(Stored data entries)
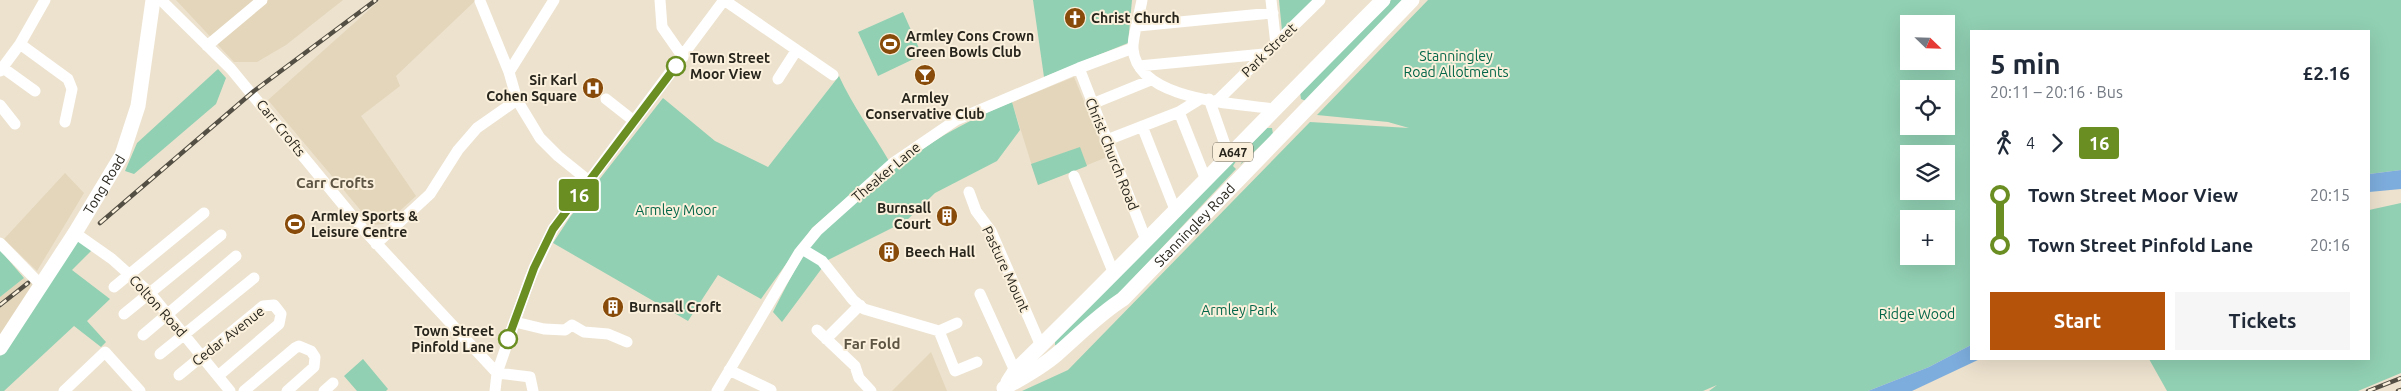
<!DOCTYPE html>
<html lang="en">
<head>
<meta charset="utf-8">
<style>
  body { margin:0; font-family:Ubuntu,sans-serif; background:#f6f6f7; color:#1f2937; height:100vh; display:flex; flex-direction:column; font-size:19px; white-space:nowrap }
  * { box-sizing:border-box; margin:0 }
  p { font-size:16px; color:#747a83 }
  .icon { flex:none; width:28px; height:28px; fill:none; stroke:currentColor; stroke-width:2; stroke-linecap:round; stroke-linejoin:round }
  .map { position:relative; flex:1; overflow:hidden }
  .details { position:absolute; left:1970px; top:30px; width:400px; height:330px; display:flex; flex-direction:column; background:#fff; border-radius:0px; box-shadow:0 5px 20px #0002 }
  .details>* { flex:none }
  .badge { padding:0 10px; border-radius:4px; font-size:18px; line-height:32px }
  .needle { width:32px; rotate:113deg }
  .fabs { position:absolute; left:1900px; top:15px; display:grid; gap:10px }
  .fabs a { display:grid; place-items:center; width:55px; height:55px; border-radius:0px; background:#fff; box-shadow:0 5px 20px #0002; font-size:25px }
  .map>.badge { position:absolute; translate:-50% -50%; box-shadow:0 0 0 2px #fff }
  .legs { display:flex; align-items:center; gap:8px; height:55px; padding:0 20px; font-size:16px }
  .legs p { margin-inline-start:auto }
  .head { display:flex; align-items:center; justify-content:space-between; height:85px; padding:0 20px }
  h1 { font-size:28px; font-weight:600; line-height:38px }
  .primary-button { display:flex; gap:10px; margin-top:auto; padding:10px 20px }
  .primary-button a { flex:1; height:58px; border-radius:0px; background:#b45309; color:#fff; font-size:20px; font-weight:600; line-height:58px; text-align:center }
  .primary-button a+a { background:#f6f6f7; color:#1f2937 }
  ul { padding:0 20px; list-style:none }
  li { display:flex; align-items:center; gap:18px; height:50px; font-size:19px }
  li i { display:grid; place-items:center; width:8px; height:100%; margin:0 6px; background:currentColor }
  li i::after { content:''; width:12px; height:12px; margin:-6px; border:4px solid; border-radius:50%; background:#fff }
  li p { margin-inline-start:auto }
  li:first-child i { background:linear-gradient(#0000 50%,currentColor 0) }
  li:last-child i { background:linear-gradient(currentColor 50%,#0000 0) }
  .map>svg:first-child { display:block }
  .built { fill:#e3d6bb }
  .green { fill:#91d0b3; fill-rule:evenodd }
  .water { fill:#7daddd }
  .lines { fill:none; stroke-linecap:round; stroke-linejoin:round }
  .minor { stroke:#fff; stroke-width:11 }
  .major { stroke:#fff; stroke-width:15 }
  .rail-casing { stroke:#544f44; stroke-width:4.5 }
  .rail { stroke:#faf0db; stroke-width:2.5; stroke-dasharray:8; stroke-linecap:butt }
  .line-1-casing { stroke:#fff; stroke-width:11 }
  .line-1 { stroke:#6b8e23; stroke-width:8 }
  .stop-1-dot { fill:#fff; stroke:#6b8e23; stroke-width:2.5 }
  .labels { text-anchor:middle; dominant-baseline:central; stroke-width:4; stroke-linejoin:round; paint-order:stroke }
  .shield { fill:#faf0db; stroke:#676256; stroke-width:1 }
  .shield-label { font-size:12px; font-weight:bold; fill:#28251d }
  .poi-label { font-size:14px; font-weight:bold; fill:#28251d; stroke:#faf0db; text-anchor:start }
  .street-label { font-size:14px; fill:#28251d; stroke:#faf0db }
  .park-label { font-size:14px; fill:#046649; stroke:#faf0db }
  .stop-label { font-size:14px; font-weight:bold; fill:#28251d; stroke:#faf0db; text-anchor:start }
  .neighbourhood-label { font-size:15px; font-weight:bold; fill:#5e5544; stroke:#faf0db }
</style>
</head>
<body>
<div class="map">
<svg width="2401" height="391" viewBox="0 0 2401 391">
  <rect width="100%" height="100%" fill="#ede2ce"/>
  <path class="built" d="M176,0H343L286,45L257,62H234Z
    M380,0H476L396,76L400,86L361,116L416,196L391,219L383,224L373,225L268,100Z
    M1074,77L1107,157L1038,185L1012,102Z
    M65,173L84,193L37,271L4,239Z
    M24,278L28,282L40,284L0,348V297Z
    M931,352L947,391H892Z"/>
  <path class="green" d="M1033,0H1132L1128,43L1044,77Z
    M1279,0H1313L1282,31Z
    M1391,0H1406L1306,101L1301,99L1300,92Z
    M1428,0H2401V170L2369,174V31H1971V345L1929,367L1868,391H1709L1717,385L1703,391H1022L1068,370L1310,122L1409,128L1388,122L1317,115ZM1909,24H1946V61H1909ZM1909,89H1946V126H1909ZM1909,154H1946V191H1909ZM1909,219H1946V256H1909Z
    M903,12L922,55L878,76L858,32Z
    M218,69L226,78L216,104L134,174L125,171L137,143Z
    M839,76C852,105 873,133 889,161L812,228L761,299L718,275L688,321L553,243L570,217L663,98L715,141L768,167Z
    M1012,102L1020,130L997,161L935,193L906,221L828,260L782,322L773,312C786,287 799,258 818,237C828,225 841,216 852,206C904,158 946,129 1012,102Z
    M1267,128H1272L1273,134L1240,165L1251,148L1249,146Z
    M1080,147L1087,166L1038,185L1031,164Z
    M1242,152L1233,166L1236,169L1124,288L1058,347L1055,345V341Z
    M2401,203V373L2358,391H2167L2149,359H2369V210Z
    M75,233L95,247L72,270L110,299L87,321L106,342L101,347L74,326L4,391H0V348Z
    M0,250L24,278L0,297Z
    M363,359L388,389L386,391H357L344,376Z"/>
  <path class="water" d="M2401,170V189L2369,192V174Z
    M1971,345V359H1980L1912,391H1868L1929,367Z"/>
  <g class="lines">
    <path class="minor" d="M161,0L231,69L363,229L497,373
      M660,0L662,27L683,57
      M724,0L833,75
      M1142,0C1140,12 1132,39 1133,49C1138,101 1235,103 1274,109
      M1271,0L1276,45
      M480,1L509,72L517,100L540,138L558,156L589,181
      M1138,26L1273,13
      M20,44L68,79L72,89L65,122
      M207,46L262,0
      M1139,66L1264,54
      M3,68L35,91
      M1079,68L1146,240
      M0,71L20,44L45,0
      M509,72L554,0
      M778,79L796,51
      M606,99L634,121
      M1209,99L1229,156
      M1218,100L1320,0
      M1092,104L1151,80
      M0,105L15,124
      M1179,112L1206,180
      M1142,126L1176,212
      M1107,140L1179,112L1200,99
      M1074,176L1114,274
      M969,192L976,211L991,231L1041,346
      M75,233L112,259L150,293L230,391
      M0,243L40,284
      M376,244L430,194L458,150L477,128L517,100
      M802,249L822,261L853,300L864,309L939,331L955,371L977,362
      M114,287L204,213
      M980,294L1015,371
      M124,314L221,235
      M515,322L544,329L565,330L572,325L584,332L608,334L627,342
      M817,330L855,366L859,378L871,391
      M939,331L957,323
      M143,335L236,256
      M826,339L860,305
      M160,354L254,278
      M729,370L771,390
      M497,373L530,377L533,391
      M179,375L263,306L274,305L281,314L279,324L218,376
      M64,391L105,352L140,391
      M244,391L295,348L299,346L311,351L315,357L314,367L287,391
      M324,391L333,383
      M495,391L497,373L530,278L553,229L724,0
      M717,391L799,253L817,231L893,163L956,120L1079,68L1133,48"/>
    <g class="major">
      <path id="s1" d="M0,348L75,233L122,155L138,106L153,0"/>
      <path d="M1008,382L1015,371C1140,249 1260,123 1383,0"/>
      <path id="s2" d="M1004,388C1022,378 1041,368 1057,354C1079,335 1098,315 1123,299L1412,0"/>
    </g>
    <g class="rail-casing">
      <path id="rail" d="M100,223L254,91L376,0
        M0,305L28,283
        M2368,391L2401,378
        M2398,391L2401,390"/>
    </g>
    <use href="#rail" class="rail"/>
  </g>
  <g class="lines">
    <g class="line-1-casing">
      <path id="line-1" d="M508,339L534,268L553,229L676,66"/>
    </g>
    <use href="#line-1" class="line-1"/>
  </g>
  <defs>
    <g id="church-disc" transform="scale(1.125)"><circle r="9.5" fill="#884b0a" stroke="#faf0db"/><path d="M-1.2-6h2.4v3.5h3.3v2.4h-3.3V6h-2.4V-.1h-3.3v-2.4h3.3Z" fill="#fff"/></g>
    <g id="stadium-disc" transform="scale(1.125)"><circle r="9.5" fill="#884b0a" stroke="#faf0db"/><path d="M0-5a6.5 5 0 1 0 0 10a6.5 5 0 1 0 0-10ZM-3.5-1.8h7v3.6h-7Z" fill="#fff"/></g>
    <g id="bar-disc" transform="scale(1.125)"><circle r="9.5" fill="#884b0a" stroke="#faf0db"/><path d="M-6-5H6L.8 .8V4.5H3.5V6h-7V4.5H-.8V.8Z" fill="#fff"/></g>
    <g id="hospital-disc" transform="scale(1.125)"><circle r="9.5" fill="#884b0a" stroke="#faf0db"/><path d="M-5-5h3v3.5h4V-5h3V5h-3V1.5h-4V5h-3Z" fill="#fff"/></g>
    <g id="building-disc" transform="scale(1.125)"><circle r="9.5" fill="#884b0a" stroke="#faf0db"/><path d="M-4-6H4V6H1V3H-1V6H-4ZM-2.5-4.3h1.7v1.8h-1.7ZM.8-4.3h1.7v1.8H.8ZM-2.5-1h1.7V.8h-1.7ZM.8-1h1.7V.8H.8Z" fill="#fff"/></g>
  </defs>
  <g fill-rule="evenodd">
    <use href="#church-disc" x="1075" y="18"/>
    <use href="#stadium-disc" x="890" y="44"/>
    <use href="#bar-disc" x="925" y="75"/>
    <use href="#hospital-disc" x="593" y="88"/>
    <use href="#building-disc" x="947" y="216"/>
    <use href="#stadium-disc" x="295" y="224"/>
    <use href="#building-disc" x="889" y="252"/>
    <use href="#building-disc" x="613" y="307"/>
  </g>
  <g class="stop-1-dot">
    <circle cx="676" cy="66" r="9"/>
    <circle cx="508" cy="339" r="9"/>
  </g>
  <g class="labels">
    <rect class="shield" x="1213" y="142.5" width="40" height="19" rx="4"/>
    <g class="shield-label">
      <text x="1233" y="152">A647</text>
    </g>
    <g class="poi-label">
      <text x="1091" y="18">Christ Church</text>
      <text x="906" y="36">Armley Cons Crown<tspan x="906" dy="16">Green Bowls Club</tspan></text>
      <text x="577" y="80" text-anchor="end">Sir Karl<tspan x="577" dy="16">Cohen Square</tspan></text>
      <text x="925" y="98" text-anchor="middle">Armley<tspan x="925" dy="16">Conservative Club</tspan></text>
      <text x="931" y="208" text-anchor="end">Burnsall<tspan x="931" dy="16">Court</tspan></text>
      <text x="311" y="216">Armley Sports &amp;<tspan x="311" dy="16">Leisure Centre</tspan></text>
      <text x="905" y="252">Beech Hall</text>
      <text x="629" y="307">Burnsall Croft</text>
    </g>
    <g class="street-label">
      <text transform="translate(1269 50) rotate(-44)">Park Street</text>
      <text transform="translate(281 128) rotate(51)">Carr Crofts</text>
      <text transform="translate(1112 154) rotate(68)">Christ Church Road</text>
      <text transform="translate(886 172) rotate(-40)">Theaker Lane</text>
      <text stroke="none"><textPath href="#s1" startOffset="194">Tong Road</textPath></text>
      <text stroke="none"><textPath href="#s2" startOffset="252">Stanningley Road</textPath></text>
      <text transform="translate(1006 269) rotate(65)">Pasture Mount</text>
      <text transform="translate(158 306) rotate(48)">Colton Road</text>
      <text transform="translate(228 336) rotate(-38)">Cedar Avenue</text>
    </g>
    <g class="park-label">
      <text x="1456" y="56">Stanningley<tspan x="1456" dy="16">Road Allotments</tspan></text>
      <text x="676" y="210">Armley Moor</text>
      <text x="1239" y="310">Armley Park</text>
      <text x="1917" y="314">Ridge Wood</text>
    </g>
    <g class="stop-label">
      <text x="690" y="58">Town Street<tspan x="690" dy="16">Moor View</tspan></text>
      <text x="494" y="331" text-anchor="end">Town Street<tspan x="494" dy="16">Pinfold Lane</tspan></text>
    </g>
    <g class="neighbourhood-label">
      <text x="335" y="182">Carr Crofts</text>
      <text x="872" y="343">Far Fold</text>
    </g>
  </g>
</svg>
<div class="fabs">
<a><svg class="needle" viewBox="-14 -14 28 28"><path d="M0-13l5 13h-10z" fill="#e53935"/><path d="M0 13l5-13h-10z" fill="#747a83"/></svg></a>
<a><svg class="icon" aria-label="locate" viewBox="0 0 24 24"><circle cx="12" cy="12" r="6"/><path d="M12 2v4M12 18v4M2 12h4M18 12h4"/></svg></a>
<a><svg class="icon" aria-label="layers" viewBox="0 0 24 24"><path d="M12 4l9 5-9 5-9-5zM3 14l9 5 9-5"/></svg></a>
<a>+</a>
</div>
<b class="badge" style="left:579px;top:195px;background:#6b8e23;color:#fff">16</b>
<section class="details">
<div class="head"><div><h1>5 min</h1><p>20:11 – 20:16 · Bus</p></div><b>£2.16</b></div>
<div class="legs"><svg class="icon" aria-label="walk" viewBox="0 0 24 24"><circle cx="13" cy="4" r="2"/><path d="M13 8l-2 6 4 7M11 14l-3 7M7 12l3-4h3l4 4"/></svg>4<svg class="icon" aria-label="forward" viewBox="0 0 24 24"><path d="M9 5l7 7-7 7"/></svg><b class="badge" style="background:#6b8e23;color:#fff">16</b></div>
<ul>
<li><i style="color:#6b8e23"></i><b>Town Street Moor View</b><p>20:15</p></li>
<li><i style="color:#6b8e23"></i><b>Town Street Pinfold Lane</b><p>20:16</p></li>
</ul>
<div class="primary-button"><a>Start</a><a>Tickets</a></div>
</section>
</div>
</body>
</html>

== WHAT TO WORK ON ==
Exact repeat, pictures omitted: give every line from the top of the records down to and including the line with "margin:0; font-family:Ubuntu,sans-serif; background:#f6f6f7;".

== RESPONSE ==
<!DOCTYPE html>
<html lang="en">
<head>
<meta charset="utf-8">
<style>
  body { margin:0; font-family:Ubuntu,sans-serif; background:#f6f6f7; color:#1f2937; height:100vh; display:flex; flex-direction:column; font-size:19px; white-space:nowrap }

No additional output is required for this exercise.